- [DATASET RECORDS]
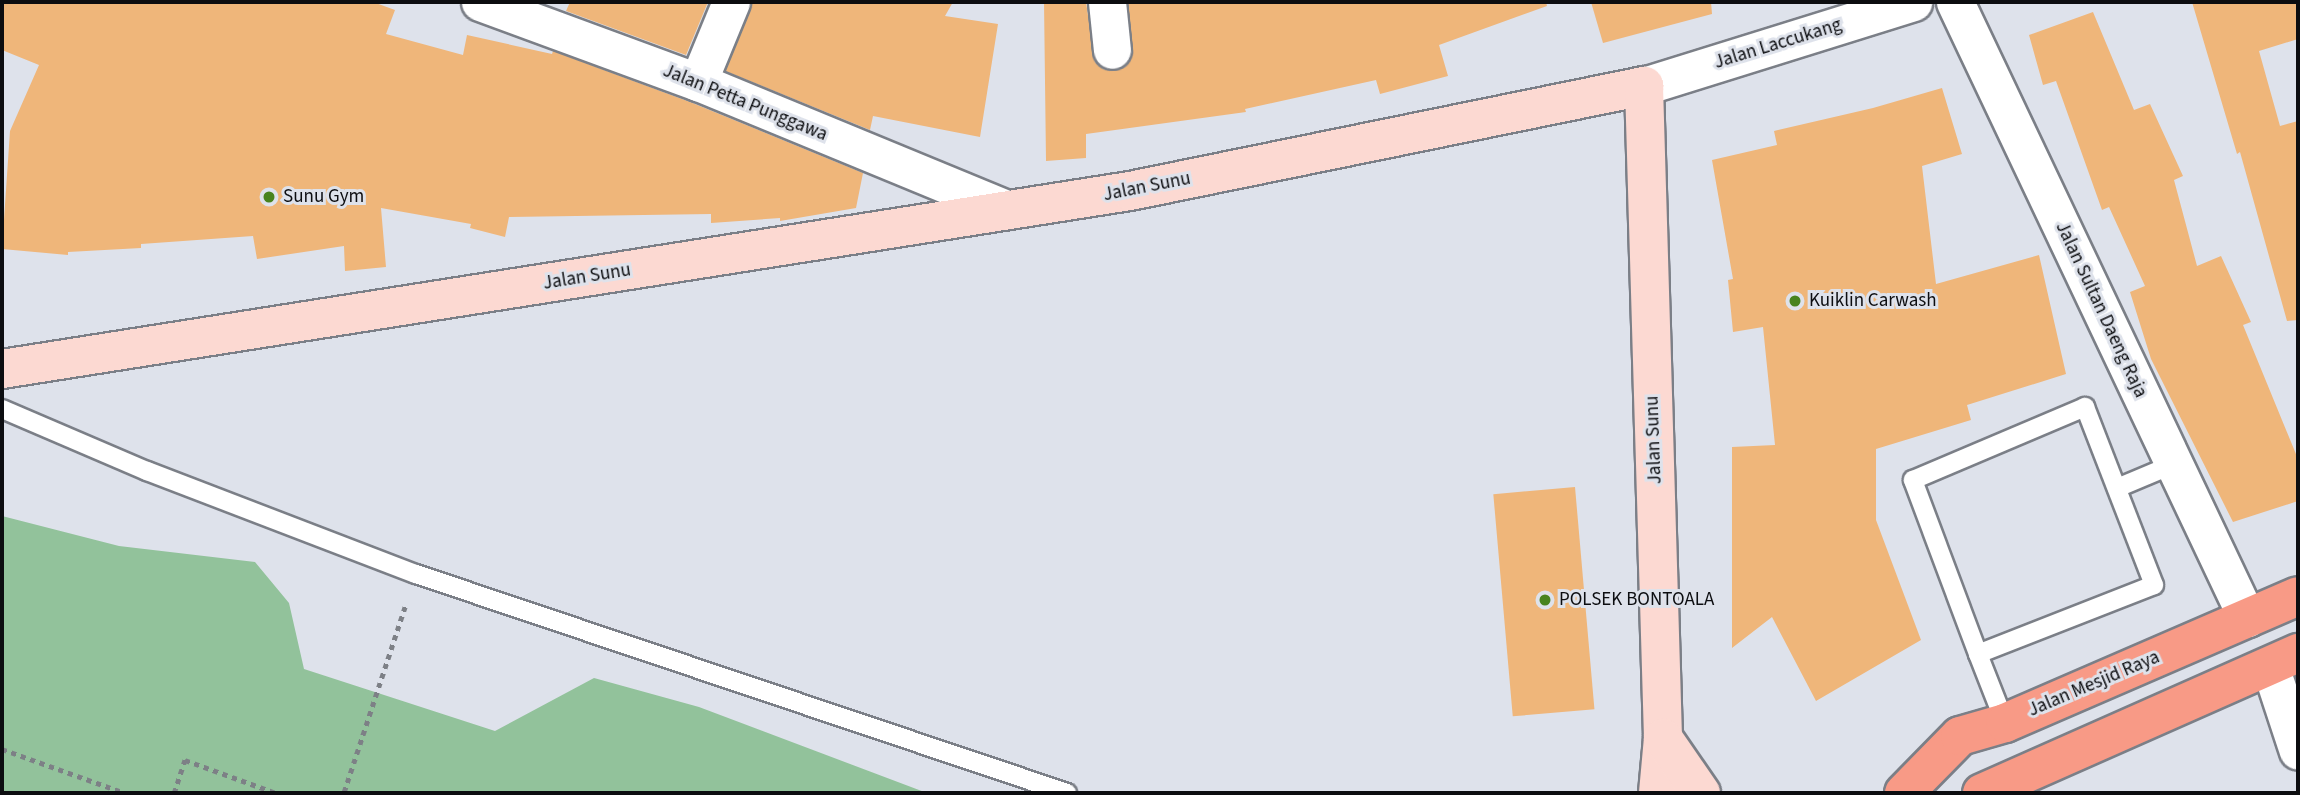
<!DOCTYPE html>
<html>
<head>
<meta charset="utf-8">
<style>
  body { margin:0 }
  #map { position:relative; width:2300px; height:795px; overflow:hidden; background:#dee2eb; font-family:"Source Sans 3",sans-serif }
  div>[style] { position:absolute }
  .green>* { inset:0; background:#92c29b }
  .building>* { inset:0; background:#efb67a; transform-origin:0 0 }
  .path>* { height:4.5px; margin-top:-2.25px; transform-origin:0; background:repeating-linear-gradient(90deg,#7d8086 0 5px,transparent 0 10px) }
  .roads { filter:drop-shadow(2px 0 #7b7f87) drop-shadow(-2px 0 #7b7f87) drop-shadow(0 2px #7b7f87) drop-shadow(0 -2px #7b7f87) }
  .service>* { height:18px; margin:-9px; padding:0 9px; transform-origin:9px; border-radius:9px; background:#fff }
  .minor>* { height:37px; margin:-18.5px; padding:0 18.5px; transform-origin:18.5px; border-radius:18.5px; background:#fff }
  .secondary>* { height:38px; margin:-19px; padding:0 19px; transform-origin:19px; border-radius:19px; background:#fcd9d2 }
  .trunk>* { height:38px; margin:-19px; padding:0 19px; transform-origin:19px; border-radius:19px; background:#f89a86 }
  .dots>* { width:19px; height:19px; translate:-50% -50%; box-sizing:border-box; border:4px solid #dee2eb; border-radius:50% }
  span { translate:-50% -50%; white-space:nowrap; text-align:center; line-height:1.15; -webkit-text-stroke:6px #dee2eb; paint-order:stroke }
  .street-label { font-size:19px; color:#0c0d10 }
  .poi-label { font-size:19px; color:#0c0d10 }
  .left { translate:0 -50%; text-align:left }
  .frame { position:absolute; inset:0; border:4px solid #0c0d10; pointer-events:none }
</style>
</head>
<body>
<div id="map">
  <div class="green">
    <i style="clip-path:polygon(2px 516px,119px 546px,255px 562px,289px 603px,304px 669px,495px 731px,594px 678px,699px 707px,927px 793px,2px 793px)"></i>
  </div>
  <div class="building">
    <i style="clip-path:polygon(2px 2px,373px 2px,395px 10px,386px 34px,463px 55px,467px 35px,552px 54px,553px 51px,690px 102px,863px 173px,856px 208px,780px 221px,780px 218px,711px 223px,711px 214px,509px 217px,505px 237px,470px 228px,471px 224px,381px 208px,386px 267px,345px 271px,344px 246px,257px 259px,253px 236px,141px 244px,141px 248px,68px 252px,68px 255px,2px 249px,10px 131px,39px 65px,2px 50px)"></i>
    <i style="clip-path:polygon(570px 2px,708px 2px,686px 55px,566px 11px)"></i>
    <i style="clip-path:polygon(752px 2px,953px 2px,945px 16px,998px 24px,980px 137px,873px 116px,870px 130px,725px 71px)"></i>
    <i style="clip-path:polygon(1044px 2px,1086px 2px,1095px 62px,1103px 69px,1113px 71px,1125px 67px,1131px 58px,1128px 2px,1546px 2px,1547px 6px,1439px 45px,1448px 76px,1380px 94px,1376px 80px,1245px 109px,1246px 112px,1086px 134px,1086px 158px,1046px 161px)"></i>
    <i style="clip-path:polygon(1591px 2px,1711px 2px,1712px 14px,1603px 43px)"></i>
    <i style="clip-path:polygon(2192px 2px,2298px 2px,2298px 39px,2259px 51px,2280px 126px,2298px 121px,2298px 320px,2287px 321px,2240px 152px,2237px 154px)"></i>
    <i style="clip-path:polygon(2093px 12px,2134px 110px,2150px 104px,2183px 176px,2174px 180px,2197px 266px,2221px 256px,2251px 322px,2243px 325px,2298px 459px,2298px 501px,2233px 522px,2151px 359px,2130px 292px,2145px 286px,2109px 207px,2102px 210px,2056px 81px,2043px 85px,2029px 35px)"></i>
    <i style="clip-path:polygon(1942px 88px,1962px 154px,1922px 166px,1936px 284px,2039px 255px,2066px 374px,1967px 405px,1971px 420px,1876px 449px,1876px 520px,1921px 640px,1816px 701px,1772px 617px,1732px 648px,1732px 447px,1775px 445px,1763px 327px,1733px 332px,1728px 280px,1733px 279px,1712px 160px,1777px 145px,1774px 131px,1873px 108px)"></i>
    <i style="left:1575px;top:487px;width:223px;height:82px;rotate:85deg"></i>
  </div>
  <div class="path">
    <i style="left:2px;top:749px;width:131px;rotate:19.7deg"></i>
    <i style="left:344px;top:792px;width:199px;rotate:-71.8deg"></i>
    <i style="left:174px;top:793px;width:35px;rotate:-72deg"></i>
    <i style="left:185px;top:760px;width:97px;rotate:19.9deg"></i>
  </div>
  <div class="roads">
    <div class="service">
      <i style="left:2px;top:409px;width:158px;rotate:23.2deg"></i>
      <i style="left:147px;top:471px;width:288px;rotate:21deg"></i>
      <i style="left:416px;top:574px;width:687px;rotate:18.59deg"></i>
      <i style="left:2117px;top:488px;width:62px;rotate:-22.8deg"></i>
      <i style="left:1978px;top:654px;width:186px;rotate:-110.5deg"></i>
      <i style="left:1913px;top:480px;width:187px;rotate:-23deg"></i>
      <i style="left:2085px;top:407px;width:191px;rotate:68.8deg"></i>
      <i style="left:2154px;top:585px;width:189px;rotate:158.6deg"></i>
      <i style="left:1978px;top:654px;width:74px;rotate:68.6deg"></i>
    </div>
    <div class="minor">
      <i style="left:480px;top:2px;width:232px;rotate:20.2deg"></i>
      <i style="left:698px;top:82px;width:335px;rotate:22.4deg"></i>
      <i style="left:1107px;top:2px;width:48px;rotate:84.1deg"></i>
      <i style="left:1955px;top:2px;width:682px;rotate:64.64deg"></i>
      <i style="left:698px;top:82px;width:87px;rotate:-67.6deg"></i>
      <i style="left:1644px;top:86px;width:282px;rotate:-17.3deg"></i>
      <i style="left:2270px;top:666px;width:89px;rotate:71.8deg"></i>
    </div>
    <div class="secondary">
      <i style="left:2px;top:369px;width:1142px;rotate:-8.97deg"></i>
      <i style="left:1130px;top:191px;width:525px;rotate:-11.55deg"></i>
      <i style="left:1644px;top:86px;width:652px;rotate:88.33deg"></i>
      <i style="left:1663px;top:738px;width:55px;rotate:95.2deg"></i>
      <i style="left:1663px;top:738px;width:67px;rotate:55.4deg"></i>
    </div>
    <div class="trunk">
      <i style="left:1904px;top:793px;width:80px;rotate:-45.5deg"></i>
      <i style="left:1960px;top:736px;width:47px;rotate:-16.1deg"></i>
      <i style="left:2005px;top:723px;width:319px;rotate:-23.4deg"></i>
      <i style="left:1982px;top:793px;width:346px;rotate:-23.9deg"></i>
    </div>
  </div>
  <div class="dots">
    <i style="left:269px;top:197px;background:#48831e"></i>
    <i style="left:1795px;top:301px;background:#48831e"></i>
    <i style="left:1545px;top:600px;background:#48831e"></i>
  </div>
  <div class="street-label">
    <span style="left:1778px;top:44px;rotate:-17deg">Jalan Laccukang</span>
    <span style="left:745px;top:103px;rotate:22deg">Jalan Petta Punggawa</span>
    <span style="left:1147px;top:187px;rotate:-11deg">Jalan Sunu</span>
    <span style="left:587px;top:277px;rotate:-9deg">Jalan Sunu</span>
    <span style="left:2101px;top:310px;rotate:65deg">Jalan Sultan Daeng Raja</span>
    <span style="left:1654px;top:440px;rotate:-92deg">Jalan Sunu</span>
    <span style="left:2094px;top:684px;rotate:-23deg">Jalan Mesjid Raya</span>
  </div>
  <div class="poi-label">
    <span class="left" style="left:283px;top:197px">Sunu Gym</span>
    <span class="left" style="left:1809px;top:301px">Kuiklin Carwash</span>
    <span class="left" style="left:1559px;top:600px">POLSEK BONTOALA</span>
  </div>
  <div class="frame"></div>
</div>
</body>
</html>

- [TASK BRIEF] From the first line of the listing above, repeat every line through the one holding "filter:drop-shadow(2px 0 #7b7f87)". Both ends count, and pictures stay out.

- [TASK ANSWER]
<!DOCTYPE html>
<html>
<head>
<meta charset="utf-8">
<style>
  body { margin:0 }
  #map { position:relative; width:2300px; height:795px; overflow:hidden; background:#dee2eb; font-family:"Source Sans 3",sans-serif }
  div>[style] { position:absolute }
  .green>* { inset:0; background:#92c29b }
  .building>* { inset:0; background:#efb67a; transform-origin:0 0 }
  .path>* { height:4.5px; margin-top:-2.25px; transform-origin:0; background:repeating-linear-gradient(90deg,#7d8086 0 5px,transparent 0 10px) }
  .roads { filter:drop-shadow(2px 0 #7b7f87) drop-shadow(-2px 0 #7b7f87) drop-shadow(0 2px #7b7f87) drop-shadow(0 -2px #7b7f87) }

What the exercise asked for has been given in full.